Give a matroid \(M = (S ,\mathcal{I})\), we call an element \(x \notin A\) an extension of \(A\) \in \mathcal{I}$ if \(x\) can be added to \(A\) while preserving independence; that is \(x\) is an extension of \(A\) if \(A \cup \{x\} \in \mathcal{I}\)

  • \(A\) is maximal if it has no extensions.

Theorem

All maximal independent subsets in a matroid has the same size

Example

Spanning tree is the maximal set in the Graphic matroid.

Weighted Matroid

a strictly positive weight \(w(x)\) to each element \(x \in S\).

\(w(A) = \sum_{x \in A} w(x)\)

  • Why weighted matroid
    • Many problems for which a greedy approach provides optimal solutions can be formulated in terms of finding a maximum-weight independent subset in a weighted matroid.
    • Example: Minimum-spanning-tree problem

Greedy algorithm on a weight matroid

A = \emptyset
sort M.S into monotonically decreasing order by weight w
for each x in M.S, taken in monotonically, decreasing order by weight w(x)
    if A \cup {x} \in M.I
        A = A \cup {x}
return A

This is an \(O(n \lg n + n(f(n))\) algorithm, f(n) is the complexity of judging independence.

Correctness of the Algorithm

Lemma

Matroids exhibit the greedy-choice property

Prove by construction !!!

Lemma

Let \(M = (S, \mathcal{I})\) be any matroid.

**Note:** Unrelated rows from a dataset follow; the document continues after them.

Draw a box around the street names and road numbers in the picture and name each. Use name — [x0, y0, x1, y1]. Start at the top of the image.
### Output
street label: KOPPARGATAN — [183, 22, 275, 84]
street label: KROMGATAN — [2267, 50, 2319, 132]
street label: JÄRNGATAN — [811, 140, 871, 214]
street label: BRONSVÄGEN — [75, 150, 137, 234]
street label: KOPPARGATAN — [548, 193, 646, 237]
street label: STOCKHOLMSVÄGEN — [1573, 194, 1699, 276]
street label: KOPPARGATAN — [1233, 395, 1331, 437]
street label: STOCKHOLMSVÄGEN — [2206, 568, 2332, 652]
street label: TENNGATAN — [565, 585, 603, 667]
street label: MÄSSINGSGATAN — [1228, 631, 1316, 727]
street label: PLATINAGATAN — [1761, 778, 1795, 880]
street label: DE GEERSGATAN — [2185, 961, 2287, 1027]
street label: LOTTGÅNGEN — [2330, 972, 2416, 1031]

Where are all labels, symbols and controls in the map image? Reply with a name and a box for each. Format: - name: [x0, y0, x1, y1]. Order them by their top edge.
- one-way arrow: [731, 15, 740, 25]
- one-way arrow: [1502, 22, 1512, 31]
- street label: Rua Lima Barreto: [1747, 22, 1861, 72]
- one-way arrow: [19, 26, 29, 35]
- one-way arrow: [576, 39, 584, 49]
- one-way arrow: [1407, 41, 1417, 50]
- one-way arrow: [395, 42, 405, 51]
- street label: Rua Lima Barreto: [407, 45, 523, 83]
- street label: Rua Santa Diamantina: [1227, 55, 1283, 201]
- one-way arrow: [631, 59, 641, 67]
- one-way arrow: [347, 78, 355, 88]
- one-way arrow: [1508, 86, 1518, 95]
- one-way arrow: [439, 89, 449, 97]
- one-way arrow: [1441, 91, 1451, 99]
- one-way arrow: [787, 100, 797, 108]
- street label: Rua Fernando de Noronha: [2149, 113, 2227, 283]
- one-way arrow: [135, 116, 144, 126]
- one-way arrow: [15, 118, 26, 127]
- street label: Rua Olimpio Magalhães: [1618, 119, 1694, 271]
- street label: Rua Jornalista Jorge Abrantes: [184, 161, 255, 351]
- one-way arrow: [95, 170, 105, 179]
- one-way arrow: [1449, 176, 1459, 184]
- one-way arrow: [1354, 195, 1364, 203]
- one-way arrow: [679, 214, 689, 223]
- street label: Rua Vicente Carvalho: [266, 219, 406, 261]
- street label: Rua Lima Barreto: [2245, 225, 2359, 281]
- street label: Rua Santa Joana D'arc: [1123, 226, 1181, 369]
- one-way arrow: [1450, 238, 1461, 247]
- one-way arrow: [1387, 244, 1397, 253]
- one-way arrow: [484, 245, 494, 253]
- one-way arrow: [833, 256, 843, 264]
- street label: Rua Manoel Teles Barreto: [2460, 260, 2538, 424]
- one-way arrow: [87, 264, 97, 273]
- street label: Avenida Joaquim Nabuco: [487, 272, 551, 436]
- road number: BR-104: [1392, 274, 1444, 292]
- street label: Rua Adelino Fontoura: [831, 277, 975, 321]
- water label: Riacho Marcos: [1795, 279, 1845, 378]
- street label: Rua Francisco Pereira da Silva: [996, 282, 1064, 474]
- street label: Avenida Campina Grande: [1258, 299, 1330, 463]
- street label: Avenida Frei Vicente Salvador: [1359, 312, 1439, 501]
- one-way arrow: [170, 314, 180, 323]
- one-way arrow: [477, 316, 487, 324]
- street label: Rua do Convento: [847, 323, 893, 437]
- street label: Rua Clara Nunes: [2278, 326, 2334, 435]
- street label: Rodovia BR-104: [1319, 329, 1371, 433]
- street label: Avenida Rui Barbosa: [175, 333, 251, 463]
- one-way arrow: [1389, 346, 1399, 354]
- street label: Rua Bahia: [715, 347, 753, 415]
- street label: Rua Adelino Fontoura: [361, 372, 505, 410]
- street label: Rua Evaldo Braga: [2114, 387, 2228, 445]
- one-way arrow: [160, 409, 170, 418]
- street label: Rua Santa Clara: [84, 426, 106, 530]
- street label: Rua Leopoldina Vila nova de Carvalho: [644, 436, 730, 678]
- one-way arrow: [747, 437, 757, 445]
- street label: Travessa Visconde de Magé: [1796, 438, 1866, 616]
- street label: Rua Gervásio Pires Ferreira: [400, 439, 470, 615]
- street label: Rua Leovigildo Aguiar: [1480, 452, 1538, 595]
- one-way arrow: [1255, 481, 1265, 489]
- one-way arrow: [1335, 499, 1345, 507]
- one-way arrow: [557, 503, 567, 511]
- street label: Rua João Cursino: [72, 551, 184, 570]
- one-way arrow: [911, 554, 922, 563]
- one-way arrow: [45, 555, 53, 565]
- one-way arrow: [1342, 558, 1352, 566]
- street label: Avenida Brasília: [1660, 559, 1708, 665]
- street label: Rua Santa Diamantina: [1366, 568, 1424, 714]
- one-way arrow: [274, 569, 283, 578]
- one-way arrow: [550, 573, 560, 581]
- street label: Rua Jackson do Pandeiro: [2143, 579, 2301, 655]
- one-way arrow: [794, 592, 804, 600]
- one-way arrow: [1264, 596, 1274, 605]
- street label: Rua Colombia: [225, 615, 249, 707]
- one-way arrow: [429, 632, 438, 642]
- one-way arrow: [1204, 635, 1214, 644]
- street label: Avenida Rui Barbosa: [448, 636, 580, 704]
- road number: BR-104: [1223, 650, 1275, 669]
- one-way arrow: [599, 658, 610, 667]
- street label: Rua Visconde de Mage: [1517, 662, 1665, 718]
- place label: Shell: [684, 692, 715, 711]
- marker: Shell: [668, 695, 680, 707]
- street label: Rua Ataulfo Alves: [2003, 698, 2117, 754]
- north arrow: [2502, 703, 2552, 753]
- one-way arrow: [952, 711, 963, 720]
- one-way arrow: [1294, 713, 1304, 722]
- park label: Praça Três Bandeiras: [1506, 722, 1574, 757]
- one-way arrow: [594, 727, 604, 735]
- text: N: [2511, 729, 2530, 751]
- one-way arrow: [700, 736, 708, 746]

If \(x\) is an element of \(S\) that is an extension of some independent subset \(A\) of \(S\), then \(x\) is also an extension of \(\emptyset\).

Let \(M = (S, \mathcal{I})\) be any matroid. If \(x\) is an element of \(S\) such that \(x\) is not an extension of \(\emptyset\), then \(x\) is not an extension of any independent subset \(A\) of \(S\).

Lemma

Matroids exhibit the optimal-substructure property

Correctness of the greedy algorithm on matroids

If \(M = (S, \mathcal{I})\) is a weighted matroid with weight function \(w\) , then \(GREEDY(M, w )\) returns an optimal subset.

A task-scheduling problem

scheduling unit-time tasks with deadlines and penalties for a single processor

  • Define the concept of independent: If there exists a schedule for these tasks such that no tasks are late.